Vestas is one of the largest and oldest players in the wind business, with 14,500 employees and 29 years of experience. Vestas’ web site boasts: “We install an average of one wind turbine every five hours, twenty-four hours a day.” With 4,232 MW of turbines in the U.S., the company says its turbines make up about a quarter of the total installed capacity. So these four recent failures represent only .01 percent of Vestas’s installed turbines.

Reliability rates of wind turbines have already been the subject of several research papers. And the Industrial Wind Action Group, which “was formed to counteract the misleading information promulgated by the wind energy industry,” has archived 35 instances of wind turbine failures over the last two years.

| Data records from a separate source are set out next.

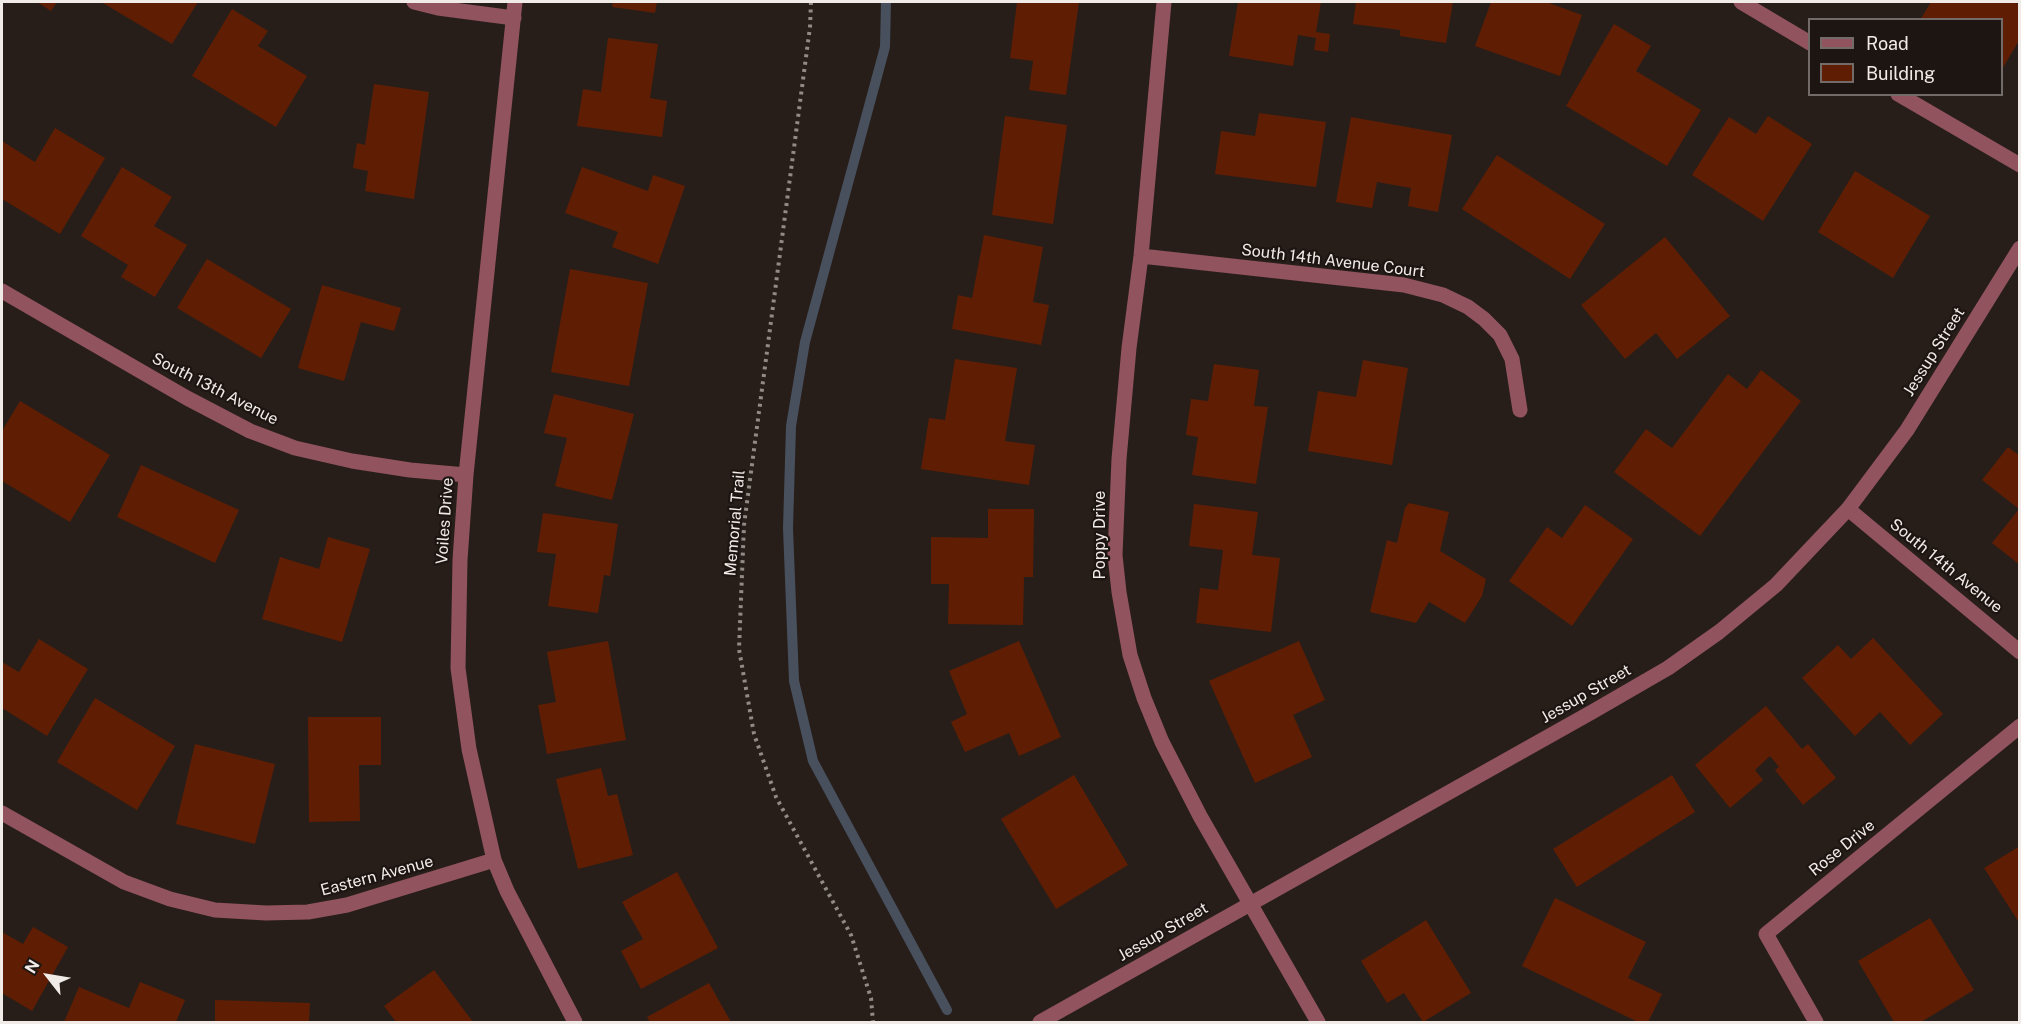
<!DOCTYPE html>
<html>
<head>
<meta charset="utf-8">
<style>
  body { margin:0 }
  #map { position:relative; width:2021px; height:1024px; overflow:hidden; background:#271e1a; font-family:"Public Sans",sans-serif }
  canvas { display:block }
  .frame { position:absolute; inset:0; border:3px solid #f1ebe8; pointer-events:none }
  .legend { position:absolute; left:1808px; top:18px; width:195px; height:78px; box-sizing:border-box; background:#1d1511; border:2px solid #726b67; margin:0; padding:8px 10px; list-style:none; font-size:18px; color:#f1ebe8 }
  .legend li { display:flex; align-items:center; gap:12px; height:30px }
  .legend b { width:30px; border:2px solid #726b67 }
  .north { position:absolute; left:18px; top:946px; width:60px; height:60px; -webkit-text-stroke:4px #1d1511; paint-order:stroke; rotate:301deg; font-size:16px; font-weight:700; line-height:24px; text-align:center; color:#f1ebe8 }
  .north::after { content:''; display:block; margin:auto; width:21px; height:27px; background:#f1ebe8; clip-path:polygon(50% 0,100% 100%,50% 72%,0 100%) }
</style>
</head>
<body>
<div id="map">
<canvas width="2021" height="1024"></canvas>
<div class="frame"></div>
<ul class="legend">
<li><b style="height:8px;background:#91535e"></b>Road</li>
<li><b style="height:16px;background:#5f1e04"></b>Building</li>
</ul>
<div class="north">N</div>
</div>
<script>
const ctx = document.querySelector('canvas').getContext('2d');
ctx.lineJoin = 'round';
function toPath(rows) {
  const path = new Path2D();
  for (const r of rows) {
    path.moveTo(r[0], r[1]);
    for (let i = 2; i < r.length; i += 2) path.lineTo(r[i], r[i + 1]);
  }
  return path;
}
function strokePath(path, color, width, dash) {
  ctx.strokeStyle = color;
  ctx.lineWidth = width;
  ctx.lineCap = dash ? 'butt' : 'round';
  ctx.setLineDash(dash || []);
  ctx.stroke(path);
}
function paint(path, color) {
  ctx.fillStyle = color;
  ctx.fill(path, 'evenodd');
}
function drawText(font, color, halo, rows, align = 'center') {
  ctx.font = font + ' "Public Sans",sans-serif';
  ctx.lineWidth = 4.5;
  ctx.setLineDash([]);
  ctx.textBaseline = 'middle';
  ctx.strokeStyle = halo;
  ctx.fillStyle = color;
  for (const [text, x, y, turn = 0] of rows) {
    ctx.save();
    ctx.translate(x, y);
    ctx.rotate((+turn || 0) * Math.PI / 180);
    ctx.textAlign = isNaN(turn) ? turn : align;
    if (halo) ctx.strokeText(text, 0, 0);
    ctx.fillText(text, 0, 0);
    ctx.restore();
  }
}
strokePath(toPath([
  [886,2,885,47,805,342,791,426,788,528,794,681,813,761,947,1010]
]), '#48505d', 10);
paint(toPath([
  [37,2,57,2,51,11],
  [101,2,198,2,172,44],
  [613,2,657,2,655,13,612,7],
  [1017,2,1079,2,1066,95,1029,90,1033,61,1010,58],
  [1238,2,1321,2,1316,32,1330,34,1328,52,1314,50,1316,38,1298,35,1293,66,1229,56],
  [1356,2,1453,2,1446,43,1400,36,1400,30,1353,24],
  [1491,2,1546,2,1582,15,1560,76,1475,46],
  [1931,2,2013,2,2020,5,2020,39,2002,69,2002,20,1920,20],
  [232,9,268,31,258,46,307,76,276,127,192,76],
  [1614,24,1651,46,1636,71,1701,110,1667,166,1566,106],
  [608,38,658,44,650,98,667,101,662,137,577,126,583,89,601,92],
  [374,84,429,92,414,199,365,191,368,171,353,168,357,143,365,145],
  [1259,113,1326,122,1316,187,1215,174,1221,131,1255,136],
  [1005,116,1067,125,1053,224,992,215],
  [1768,116,1812,144,1763,221,1692,175,1729,117,1756,134],
  [1351,117,1452,135,1438,212,1408,206,1411,188,1377,182,1372,208,1336,202],
  [55,128,105,158,60,234,2,199,2,141,35,162],
  [1497,155,1605,224,1570,279,1462,209],
  [122,167,172,197,154,226,187,245,155,297,121,277,128,265,81,236],
  [582,167,648,191,653,175,685,186,658,264,612,247,618,232,565,213],
  [1855,171,1930,216,1893,278,1818,232],
  [984,235,1043,247,1033,302,1049,305,1041,345,952,329,958,295,972,298],
  [1665,237,1730,316,1677,359,1656,333,1625,359,1581,305],
  [207,259,291,309,261,358,177,308],
  [570,269,648,283,629,386,551,372],
  [322,285,401,308,394,331,361,322,344,381,298,368],
  [955,359,1017,368,1005,441,1035,445,1029,485,921,469,929,418,945,420],
  [1363,360,1408,368,1392,465,1308,451,1318,391,1356,397],
  [1214,364,1259,370,1254,406,1268,407,1256,484,1192,475,1198,437,1186,435,1191,399,1208,401],
  [1761,370,1801,401,1700,536,1614,472,1646,429,1672,448,1728,374,1747,389],
  [554,394,634,414,612,500,555,486,567,438,544,433],
  [20,401,110,455,70,522,2,481,2,431],
  [2008,447,2020,456,2020,565,1992,543,2019,509,1982,480],
  [141,465,239,510,215,563,117,517],
  [1409,503,1449,512,1440,551,1486,579,1482,596,1465,623,1429,602,1416,623,1370,612,1387,540,1397,543,1405,508],
  [1194,504,1258,512,1252,555,1280,558,1271,632,1196,623,1200,588,1218,590,1223,550,1189,546],
  [1585,505,1633,539,1572,626,1509,581,1547,527,1562,538],
  [988,509,1034,509,1033,577,1024,577,1023,625,948,624,949,584,931,584,931,537,988,538],
  [543,513,618,524,610,576,604,575,598,613,548,606,556,554,537,552],
  [328,537,370,549,342,642,262,619,280,557,319,569],
  [1873,638,1943,714,1910,745,1880,712,1855,736,1802,678,1838,645,1851,659],
  [39,639,88,669,47,736,2,708,2,662,19,672],
  [608,641,626,740,547,754,538,705,556,702,547,652],
  [1019,641,1061,737,1019,756,1009,733,965,752,951,722,967,714,949,671],
  [1299,641,1325,700,1293,715,1312,757,1255,783,1209,681],
  [95,698,175,746,137,810,57,762],
  [1766,706,1802,749,1808,744,1836,778,1803,805,1775,770,1779,767,1770,756,1755,770,1763,780,1730,808,1695,765],
  [308,717,381,717,381,765,359,765,360,821,309,822],
  [195,744,275,764,255,844,176,824],
  [601,768,608,796,617,794,633,855,578,869,556,779],
  [1074,775,1128,865,1056,909,1001,819],
  [1672,775,1695,812,1577,887,1553,849],
  [2020,846,2020,924,1984,868],
  [677,872,718,948,641,989,621,951,643,939,622,902],
  [1555,898,1646,942,1628,978,1662,994,1648,1022,1638,1022,1522,966],
  [1930,918,1974,990,1921,1022,1894,1022,1858,961],
  [1426,920,1471,993,1423,1022,1404,993,1387,1003,1361,961],
  [33,927,68,947,32,1011,2,993,2,932,23,944],
  [434,970,473,1022,396,1022,384,1006],
  [140,982,185,1000,176,1022,64,1022,79,987,129,1008],
  [709,983,731,1022,650,1022,647,1017],
  [215,1000,310,1003,309,1022,215,1022]
]), '#5f1e04');
strokePath(toPath([
  [811,2,810,27,744,525,739,649,754,734,776,797,851,935,871,998,873,1022]
]), '#918a86', 4, [3, 4.5]);
strokePath(toPath([
  [414,2,438,8,514,18],
  [515,2,466,475,460,560,458,668,469,749,494,860,507,891,575,1022],
  [1164,2,1141,256,1129,348,1119,459,1115,555,1119,592,1130,655,1144,698,1162,742,1200,816,1318,1022],
  [1741,2,1810,43],
  [1898,94,2020,165],
  [1141,256,1404,285,1443,295,1468,307,1484,319,1500,335,1512,359,1520,410],
  [2,291,187,398,250,431,295,448,352,461,410,470,466,475],
  [1848,509,2020,652],
  [2,813,124,882,170,899,215,910,266,913,308,912,347,905,494,860],
  [1816,1022,1766,934,2020,726]
]), '#91535e', 15);
strokePath(toPath([
  [1040,1022,1592,712,1668,668,1719,632,1776,585,1848,509,1907,430,2020,248]
]), '#91535e', 15);
drawText('16px', '#f1ebe8', '#1d1511', [
  ["South 14th Avenue Court",1333,261,7],
  ["Jessup Street",1934,352,-58],
  ["South 13th Avenue",215,389,27],
  ["Voiles Drive",445,521,-86],
  ["Memorial Trail",735,523,-85],
  ["Poppy Drive",1100,535,-90],
  ["South 14th Avenue",1946,566,39],
  ["Jessup Street",1586,694,-30],
  ["Rose Drive",1842,848,-39],
  ["Eastern Avenue",377,876,-15],
  ["Jessup Street",1163,932,-30]
]);
</script>
</body>
</html>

As bigger turbines are installed across the globe, and more of them, we’re certainly going to see bigger — and more — wind-powered failures. Startups are busy working on designs with less moving parts and a higher degree of safety, but some degree of faulty turbines are inevitable. And no amount of research and statistics is nearly as spectacular as 40 seconds of destructive YouTube-fodder.

18 Comments

Bahjat_khalaf

Dear Sir,
Im Mech Engineer working in usa and i have a dasign for wind V turbine,will be one for two ,one for energy and one for watertretment

Wind Jockey

The filming was done by the techs, They knew the break had failed and the safest thing to do was to leave and film it for the engineers. A lot of data gathered there.

Hawk979

That intro of that turbine exploding looked totally fake. If you liked that one go check out the one winged plane landing on YouTube.

Eideard

The question of sabotage raised by the bigot above – is worth consideration for a simple reason. One I’m surprised no one asked.

How did there happen to be someone recording that particular wind generator? Right when it was destroyed?

I doubt if every wind turbine in Denmark has a vidcam watching it. Right?

Just a guy

You can clearly see that at 16 seconds that the blade hit the supporting tower. Had this unit been functioning properly the blades would have been pushed AWAY from the tower therefore the head was locked in position creating this issue.
I blame it on SABOTAGE.
It was either the OIL COMPANIES or the JEWS!
You decide.

Bobby Clemmons

Well, I guess the same massive failure in a nuclear plant, hydro dam, or even a coal fired generating plant would have been significantly more disastorius. Appears the wind was just a little more that the device could handle, just build it stronger and start building them.

John Doe

That is not a Vestas Turbine . . . Somebody needs to get there facts strait

Web

Green energy is definitely the best solution in most cases. Technology like solar energy, wind power, fuel cells, zaps electric vehicles, EV hybrids, etc have come so far recently. Green energy even costs way less than oil and gas in many cases.